**TASK BRIEF:** When you reach the line that contains "translate:-50% -50%; white-space:nowrap;" in the data below, start reproducing lines exactly, and stop after the line that contains "translate:-100% -50%; text-align:right".

Stored items from a collection:
---
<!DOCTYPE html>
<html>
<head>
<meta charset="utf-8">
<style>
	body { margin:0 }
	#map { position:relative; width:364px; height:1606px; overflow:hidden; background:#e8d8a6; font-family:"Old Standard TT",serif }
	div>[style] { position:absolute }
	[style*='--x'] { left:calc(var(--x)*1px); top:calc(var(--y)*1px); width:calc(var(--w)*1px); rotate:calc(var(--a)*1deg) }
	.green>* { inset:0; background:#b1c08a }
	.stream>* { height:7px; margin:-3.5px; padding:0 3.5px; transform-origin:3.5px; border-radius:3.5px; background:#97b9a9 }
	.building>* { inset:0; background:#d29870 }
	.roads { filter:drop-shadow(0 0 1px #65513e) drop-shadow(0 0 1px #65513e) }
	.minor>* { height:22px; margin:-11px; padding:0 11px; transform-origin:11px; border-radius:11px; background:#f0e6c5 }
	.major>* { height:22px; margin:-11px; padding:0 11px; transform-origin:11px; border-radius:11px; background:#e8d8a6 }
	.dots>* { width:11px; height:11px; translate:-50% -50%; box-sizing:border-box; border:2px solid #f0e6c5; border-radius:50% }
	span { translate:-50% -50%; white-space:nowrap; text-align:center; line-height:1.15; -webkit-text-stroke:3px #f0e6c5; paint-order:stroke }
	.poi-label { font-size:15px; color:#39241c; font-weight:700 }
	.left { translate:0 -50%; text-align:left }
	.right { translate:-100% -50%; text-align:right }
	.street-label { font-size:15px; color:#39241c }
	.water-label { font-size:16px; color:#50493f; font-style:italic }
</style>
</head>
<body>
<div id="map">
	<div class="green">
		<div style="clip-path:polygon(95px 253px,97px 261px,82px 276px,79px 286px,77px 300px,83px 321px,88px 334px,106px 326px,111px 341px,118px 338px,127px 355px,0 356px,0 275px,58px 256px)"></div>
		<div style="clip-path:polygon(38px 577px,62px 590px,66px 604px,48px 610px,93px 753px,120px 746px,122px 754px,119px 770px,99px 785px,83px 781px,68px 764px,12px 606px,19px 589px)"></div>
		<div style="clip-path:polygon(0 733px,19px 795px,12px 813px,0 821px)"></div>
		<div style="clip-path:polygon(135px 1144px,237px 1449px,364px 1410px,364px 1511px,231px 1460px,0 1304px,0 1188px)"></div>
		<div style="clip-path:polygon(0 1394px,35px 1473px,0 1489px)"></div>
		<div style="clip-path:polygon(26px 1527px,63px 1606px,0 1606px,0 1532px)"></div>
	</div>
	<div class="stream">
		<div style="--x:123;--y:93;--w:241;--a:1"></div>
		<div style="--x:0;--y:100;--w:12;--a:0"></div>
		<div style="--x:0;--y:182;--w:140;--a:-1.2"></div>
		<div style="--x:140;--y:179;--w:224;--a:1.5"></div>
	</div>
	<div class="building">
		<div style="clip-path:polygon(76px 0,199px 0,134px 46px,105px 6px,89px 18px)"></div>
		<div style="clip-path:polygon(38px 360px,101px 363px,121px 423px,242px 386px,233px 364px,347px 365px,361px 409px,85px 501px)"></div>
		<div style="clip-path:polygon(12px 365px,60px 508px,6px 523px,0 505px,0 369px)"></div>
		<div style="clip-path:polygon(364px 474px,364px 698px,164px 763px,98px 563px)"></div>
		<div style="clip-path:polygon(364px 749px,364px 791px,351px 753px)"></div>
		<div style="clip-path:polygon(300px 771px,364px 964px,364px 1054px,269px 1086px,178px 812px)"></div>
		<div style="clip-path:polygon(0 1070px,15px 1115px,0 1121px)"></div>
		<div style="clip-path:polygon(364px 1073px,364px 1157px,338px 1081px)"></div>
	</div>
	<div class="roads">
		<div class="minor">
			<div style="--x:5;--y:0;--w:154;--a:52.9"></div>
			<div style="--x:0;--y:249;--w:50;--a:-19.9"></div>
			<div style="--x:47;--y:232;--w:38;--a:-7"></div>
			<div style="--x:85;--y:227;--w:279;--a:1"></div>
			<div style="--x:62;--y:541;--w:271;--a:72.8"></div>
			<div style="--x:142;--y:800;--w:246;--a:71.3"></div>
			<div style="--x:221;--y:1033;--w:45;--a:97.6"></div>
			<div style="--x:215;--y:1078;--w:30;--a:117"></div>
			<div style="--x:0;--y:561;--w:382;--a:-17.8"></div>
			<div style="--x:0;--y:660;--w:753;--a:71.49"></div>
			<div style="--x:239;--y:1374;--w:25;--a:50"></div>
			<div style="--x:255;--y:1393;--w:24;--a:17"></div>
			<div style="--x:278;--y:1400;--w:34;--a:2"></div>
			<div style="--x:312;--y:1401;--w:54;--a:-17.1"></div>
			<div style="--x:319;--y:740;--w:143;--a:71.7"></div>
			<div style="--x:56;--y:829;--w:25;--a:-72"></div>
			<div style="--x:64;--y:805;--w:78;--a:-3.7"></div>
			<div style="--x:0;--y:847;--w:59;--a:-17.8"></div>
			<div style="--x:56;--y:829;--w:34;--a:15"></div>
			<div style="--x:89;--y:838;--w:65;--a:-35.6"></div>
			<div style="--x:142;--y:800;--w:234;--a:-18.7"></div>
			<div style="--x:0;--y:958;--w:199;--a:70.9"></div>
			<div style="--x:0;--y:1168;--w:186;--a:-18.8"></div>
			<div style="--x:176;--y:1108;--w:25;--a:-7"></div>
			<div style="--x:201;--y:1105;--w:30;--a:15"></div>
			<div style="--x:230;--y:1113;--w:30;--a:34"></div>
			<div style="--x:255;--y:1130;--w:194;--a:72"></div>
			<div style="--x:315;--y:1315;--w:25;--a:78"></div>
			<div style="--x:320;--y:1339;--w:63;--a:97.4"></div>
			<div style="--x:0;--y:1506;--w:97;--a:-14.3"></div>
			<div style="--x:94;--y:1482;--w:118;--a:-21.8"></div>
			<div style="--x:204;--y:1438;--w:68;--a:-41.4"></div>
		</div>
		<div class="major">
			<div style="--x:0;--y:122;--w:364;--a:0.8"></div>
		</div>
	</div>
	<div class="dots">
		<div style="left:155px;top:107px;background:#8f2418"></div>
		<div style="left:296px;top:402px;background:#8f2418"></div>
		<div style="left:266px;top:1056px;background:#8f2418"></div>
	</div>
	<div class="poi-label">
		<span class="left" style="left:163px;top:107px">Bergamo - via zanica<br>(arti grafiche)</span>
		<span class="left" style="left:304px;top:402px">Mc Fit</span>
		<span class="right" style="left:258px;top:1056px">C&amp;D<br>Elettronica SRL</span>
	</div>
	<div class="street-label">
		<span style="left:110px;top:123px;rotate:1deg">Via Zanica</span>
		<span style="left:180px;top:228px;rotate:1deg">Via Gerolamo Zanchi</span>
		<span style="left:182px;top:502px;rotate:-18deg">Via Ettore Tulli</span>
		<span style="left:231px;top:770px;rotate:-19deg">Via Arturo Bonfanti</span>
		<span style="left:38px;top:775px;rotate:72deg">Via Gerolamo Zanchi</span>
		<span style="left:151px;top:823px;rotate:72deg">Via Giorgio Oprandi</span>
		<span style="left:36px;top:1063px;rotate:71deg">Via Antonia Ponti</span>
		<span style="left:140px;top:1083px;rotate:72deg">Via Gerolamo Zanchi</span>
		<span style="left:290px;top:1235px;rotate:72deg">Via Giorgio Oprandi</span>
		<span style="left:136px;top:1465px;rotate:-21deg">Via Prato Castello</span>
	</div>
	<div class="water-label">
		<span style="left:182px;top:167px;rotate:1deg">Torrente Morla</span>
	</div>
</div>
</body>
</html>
---
**THE COMPLETED TASK:**
	span { translate:-50% -50%; white-space:nowrap; text-align:center; line-height:1.15; -webkit-text-stroke:3px #f0e6c5; paint-order:stroke }
	.poi-label { font-size:15px; color:#39241c; font-weight:700 }
	.left { translate:0 -50%; text-align:left }
	.right { translate:-100% -50%; text-align:right }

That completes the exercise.